#### What needs to be done:
Copy out each line from the material where the word "Космос" is found.

(Data section Opens)

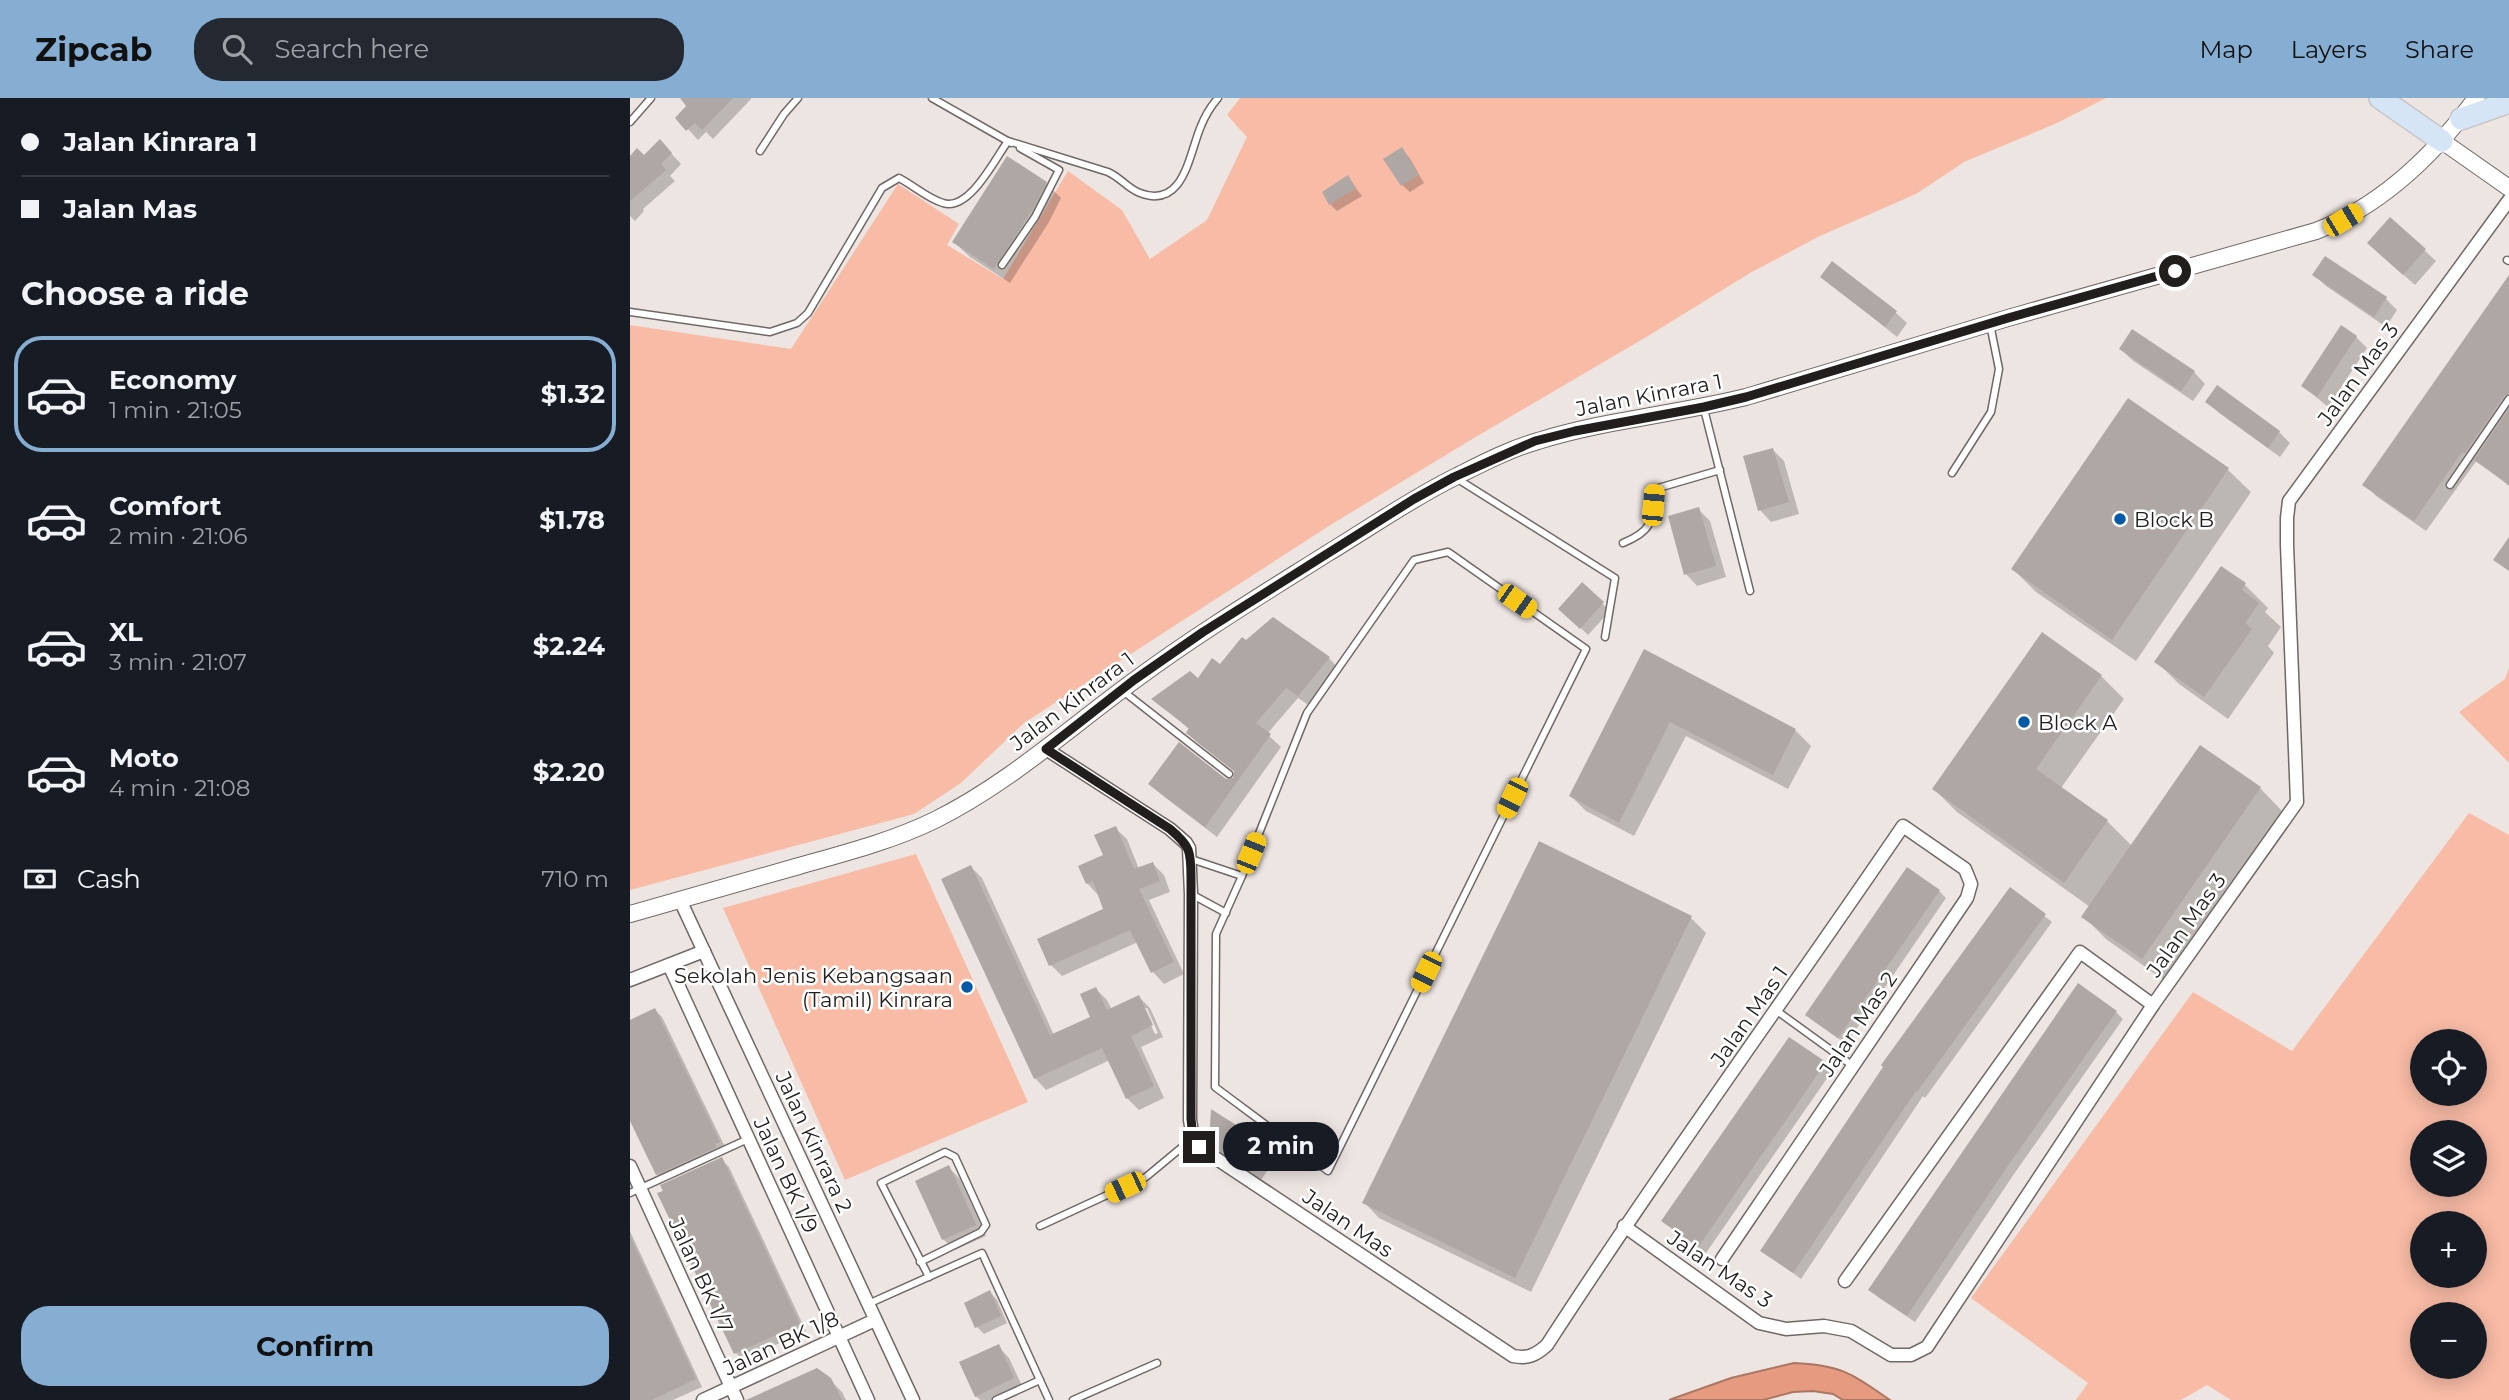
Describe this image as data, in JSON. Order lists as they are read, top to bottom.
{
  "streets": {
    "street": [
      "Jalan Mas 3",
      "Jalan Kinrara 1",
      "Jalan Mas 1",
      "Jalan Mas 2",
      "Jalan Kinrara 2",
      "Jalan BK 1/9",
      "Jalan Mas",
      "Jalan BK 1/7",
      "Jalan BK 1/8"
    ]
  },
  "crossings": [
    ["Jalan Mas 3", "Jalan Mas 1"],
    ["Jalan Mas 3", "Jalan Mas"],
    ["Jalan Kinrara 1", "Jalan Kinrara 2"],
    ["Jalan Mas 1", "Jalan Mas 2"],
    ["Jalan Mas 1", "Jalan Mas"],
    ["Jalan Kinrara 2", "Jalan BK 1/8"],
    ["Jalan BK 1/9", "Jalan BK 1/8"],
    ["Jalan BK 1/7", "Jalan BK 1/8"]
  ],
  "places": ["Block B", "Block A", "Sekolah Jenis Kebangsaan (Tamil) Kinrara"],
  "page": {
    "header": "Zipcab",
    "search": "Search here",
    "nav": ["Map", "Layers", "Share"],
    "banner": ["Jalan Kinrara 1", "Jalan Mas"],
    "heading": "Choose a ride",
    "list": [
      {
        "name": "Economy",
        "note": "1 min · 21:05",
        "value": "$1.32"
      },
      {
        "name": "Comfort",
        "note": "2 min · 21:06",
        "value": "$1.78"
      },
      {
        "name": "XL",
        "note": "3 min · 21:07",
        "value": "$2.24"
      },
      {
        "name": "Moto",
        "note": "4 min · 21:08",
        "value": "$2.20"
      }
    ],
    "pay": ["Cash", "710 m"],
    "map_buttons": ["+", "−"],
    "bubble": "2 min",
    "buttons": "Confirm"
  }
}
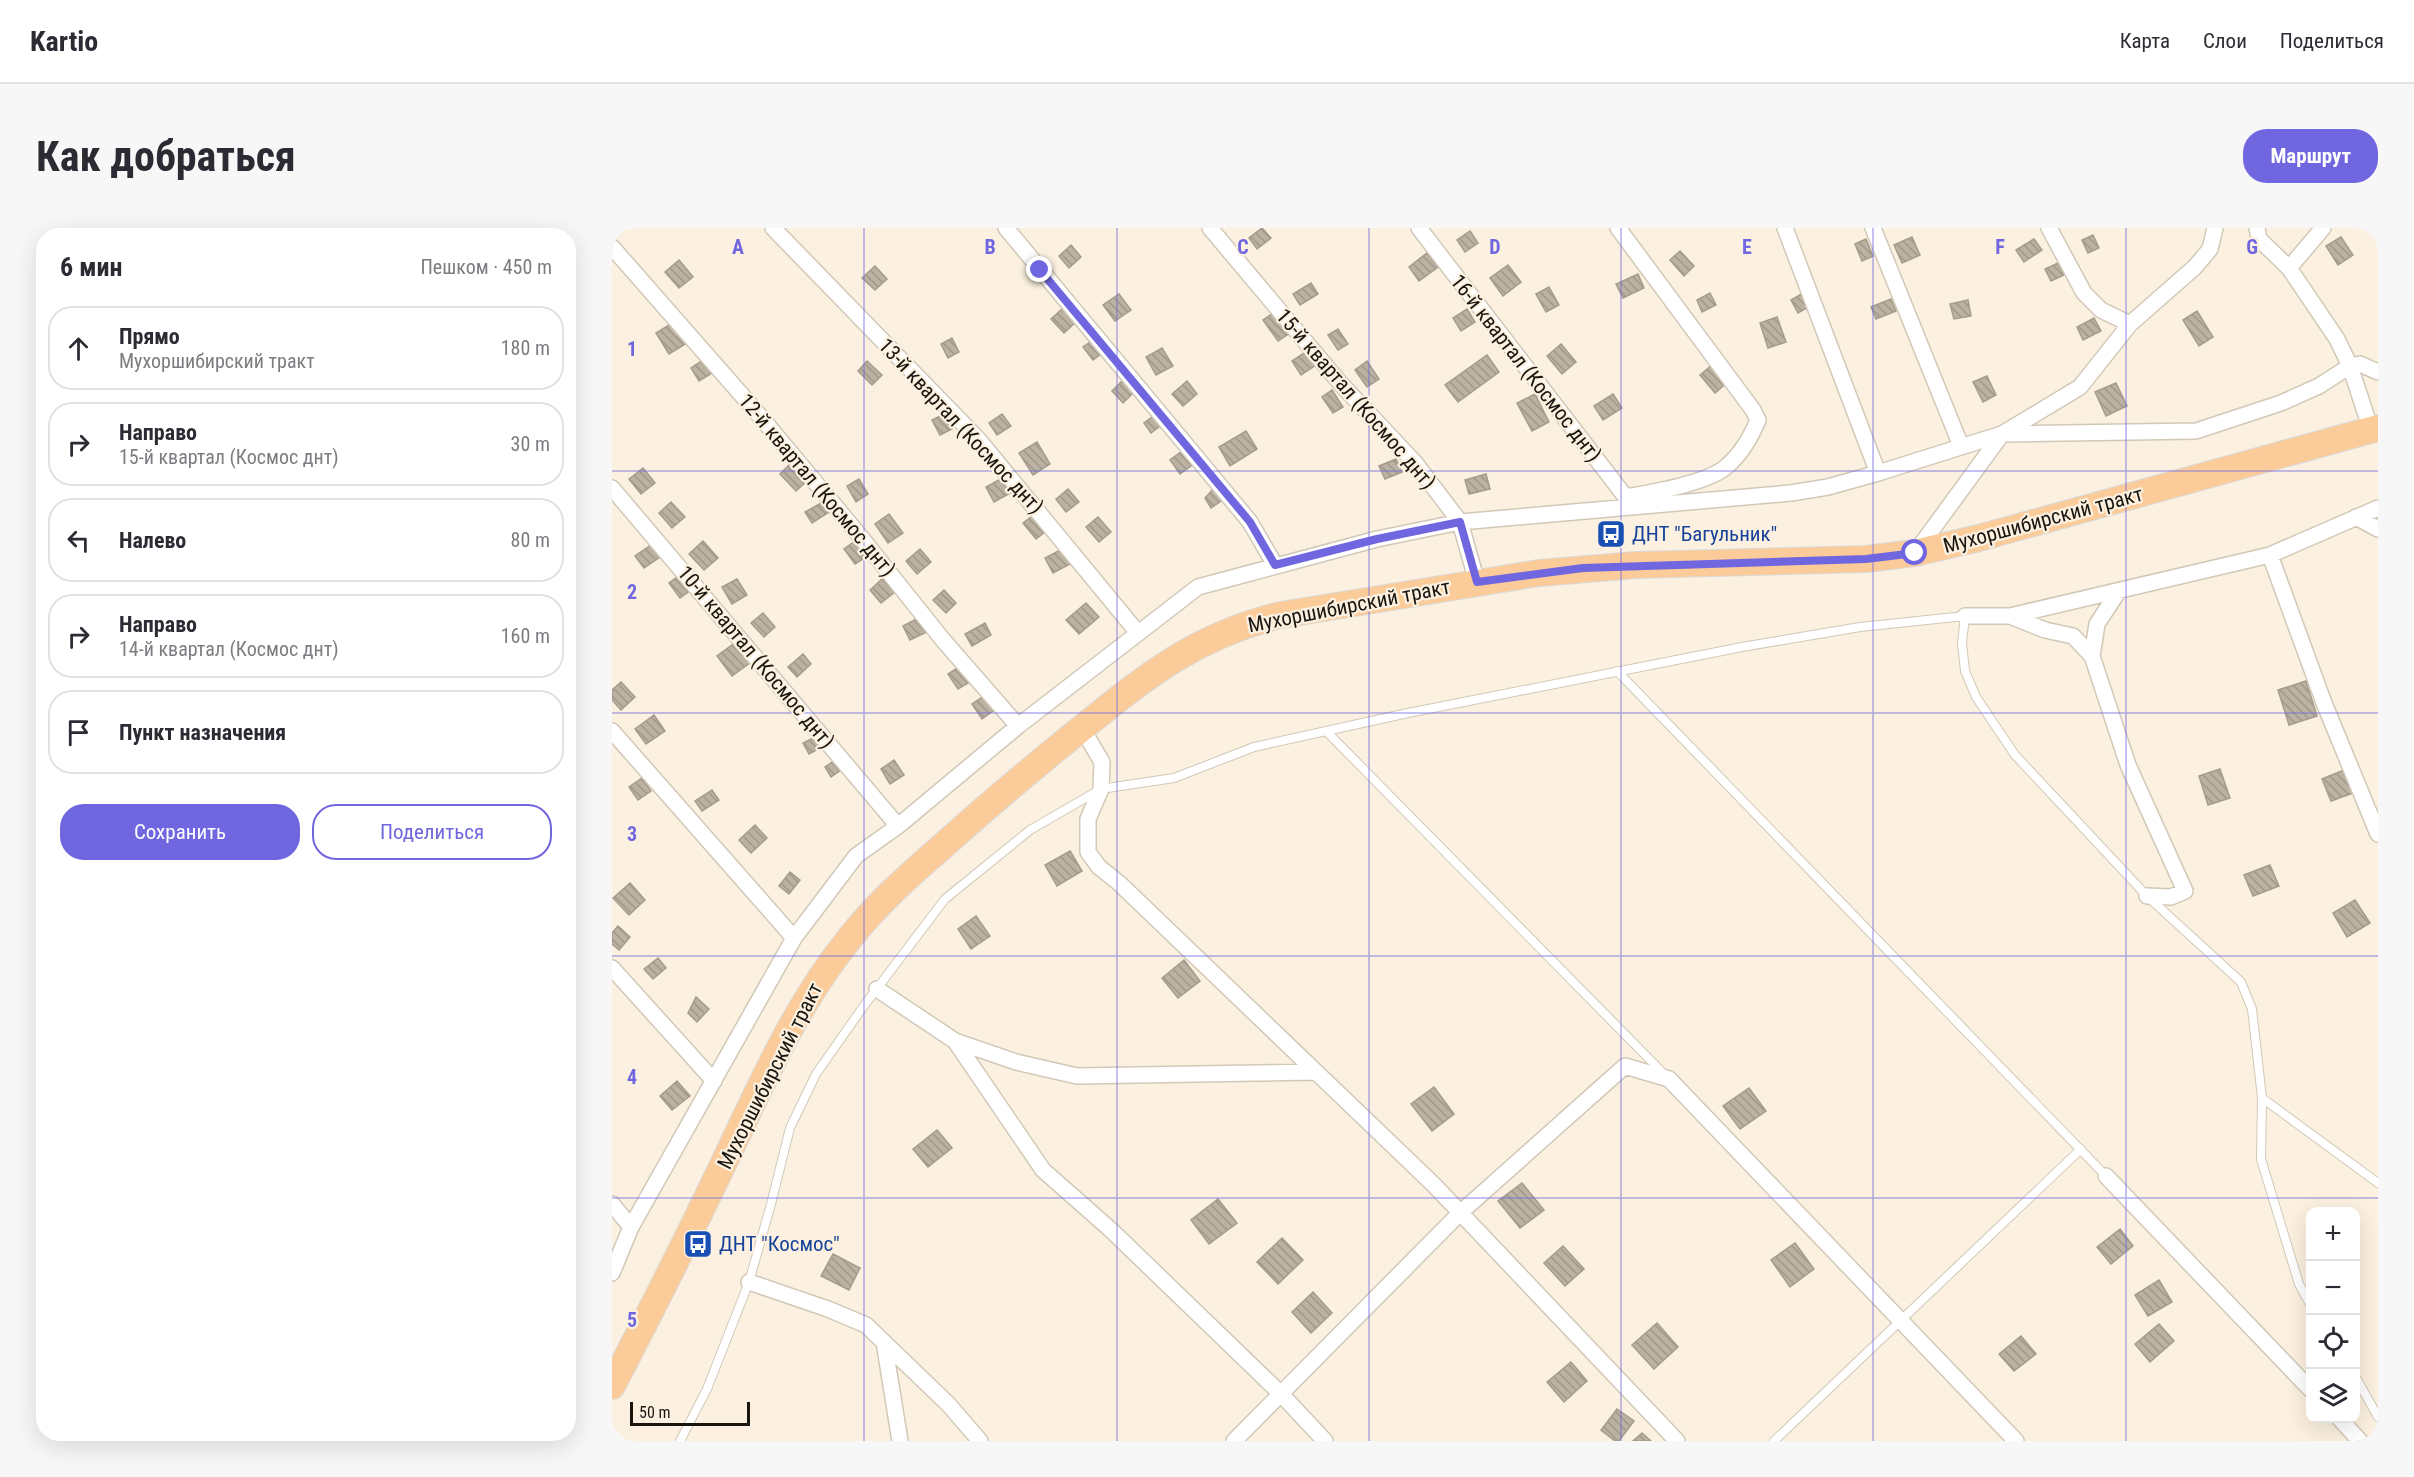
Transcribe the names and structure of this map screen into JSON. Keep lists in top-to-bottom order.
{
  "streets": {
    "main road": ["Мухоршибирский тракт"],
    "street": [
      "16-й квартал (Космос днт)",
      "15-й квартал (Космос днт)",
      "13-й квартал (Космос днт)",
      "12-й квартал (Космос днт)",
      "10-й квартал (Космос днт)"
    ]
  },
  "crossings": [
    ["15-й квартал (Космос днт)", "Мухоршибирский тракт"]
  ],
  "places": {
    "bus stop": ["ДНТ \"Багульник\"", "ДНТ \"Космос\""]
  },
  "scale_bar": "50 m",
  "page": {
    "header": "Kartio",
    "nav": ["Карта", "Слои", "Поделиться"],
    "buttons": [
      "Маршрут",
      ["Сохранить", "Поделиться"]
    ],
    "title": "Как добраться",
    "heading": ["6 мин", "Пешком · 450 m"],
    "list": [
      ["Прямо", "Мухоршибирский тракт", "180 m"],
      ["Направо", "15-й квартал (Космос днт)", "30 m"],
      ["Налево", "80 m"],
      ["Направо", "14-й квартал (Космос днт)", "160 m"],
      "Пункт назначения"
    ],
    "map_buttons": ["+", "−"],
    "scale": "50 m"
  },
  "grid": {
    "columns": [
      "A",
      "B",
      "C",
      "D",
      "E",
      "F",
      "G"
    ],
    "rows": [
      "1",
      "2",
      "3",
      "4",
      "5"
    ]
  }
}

(Data section Closes)

#### Solution:
      "16-й квартал (Космос днт)",
      "15-й квартал (Космос днт)",
      "13-й квартал (Космос днт)",
      "12-й квартал (Космос днт)",
      "10-й квартал (Космос днт)"
    ["15-й квартал (Космос днт)", "Мухоршибирский тракт"]
    "bus stop": ["ДНТ \"Багульник\"", "ДНТ \"Космос\""]
      ["Направо", "15-й квартал (Космос днт)", "30 m"],
      ["Направо", "14-й квартал (Космос днт)", "160 m"],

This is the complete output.